WHAT NEEDS TO BE DONE | Copy each line below containing "Board".

== == ==

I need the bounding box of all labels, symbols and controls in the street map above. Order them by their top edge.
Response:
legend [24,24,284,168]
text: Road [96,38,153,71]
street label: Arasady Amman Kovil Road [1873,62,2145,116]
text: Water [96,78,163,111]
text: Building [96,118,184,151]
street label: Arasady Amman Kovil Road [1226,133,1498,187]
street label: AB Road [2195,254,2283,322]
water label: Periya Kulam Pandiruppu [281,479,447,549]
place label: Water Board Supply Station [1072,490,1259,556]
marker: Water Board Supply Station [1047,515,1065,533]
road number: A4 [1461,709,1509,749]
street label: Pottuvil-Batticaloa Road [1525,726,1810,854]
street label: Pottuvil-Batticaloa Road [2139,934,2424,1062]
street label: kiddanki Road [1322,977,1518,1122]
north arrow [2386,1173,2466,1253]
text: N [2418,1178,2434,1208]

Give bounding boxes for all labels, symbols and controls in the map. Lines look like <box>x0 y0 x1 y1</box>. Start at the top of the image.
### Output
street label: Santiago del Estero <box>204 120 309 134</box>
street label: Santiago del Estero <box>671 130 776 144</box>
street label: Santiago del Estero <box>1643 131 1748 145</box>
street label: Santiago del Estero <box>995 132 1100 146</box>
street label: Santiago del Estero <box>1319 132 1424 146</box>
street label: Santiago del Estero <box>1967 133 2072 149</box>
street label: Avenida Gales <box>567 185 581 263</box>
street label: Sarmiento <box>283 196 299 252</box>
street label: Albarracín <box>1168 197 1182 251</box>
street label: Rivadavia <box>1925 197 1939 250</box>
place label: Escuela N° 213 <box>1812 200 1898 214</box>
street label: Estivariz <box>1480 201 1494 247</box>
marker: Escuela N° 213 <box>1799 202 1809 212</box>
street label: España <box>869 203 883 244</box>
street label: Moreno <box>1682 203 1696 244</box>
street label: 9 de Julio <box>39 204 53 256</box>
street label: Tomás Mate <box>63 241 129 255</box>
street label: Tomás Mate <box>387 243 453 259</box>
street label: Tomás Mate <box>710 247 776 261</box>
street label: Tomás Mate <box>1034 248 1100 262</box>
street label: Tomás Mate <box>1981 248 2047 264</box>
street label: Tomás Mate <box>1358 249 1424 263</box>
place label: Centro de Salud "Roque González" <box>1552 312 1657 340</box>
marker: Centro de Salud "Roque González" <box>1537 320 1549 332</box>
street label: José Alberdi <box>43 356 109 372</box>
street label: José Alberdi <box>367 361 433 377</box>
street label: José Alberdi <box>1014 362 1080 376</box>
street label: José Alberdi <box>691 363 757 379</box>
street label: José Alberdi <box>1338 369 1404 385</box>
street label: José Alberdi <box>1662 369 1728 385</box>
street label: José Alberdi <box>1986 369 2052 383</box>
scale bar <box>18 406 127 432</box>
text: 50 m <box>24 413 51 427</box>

== == ==

SOLUTION FOR THIS TASK |
place label: Water Board Supply Station [1072,490,1259,556]
marker: Water Board Supply Station [1047,515,1065,533]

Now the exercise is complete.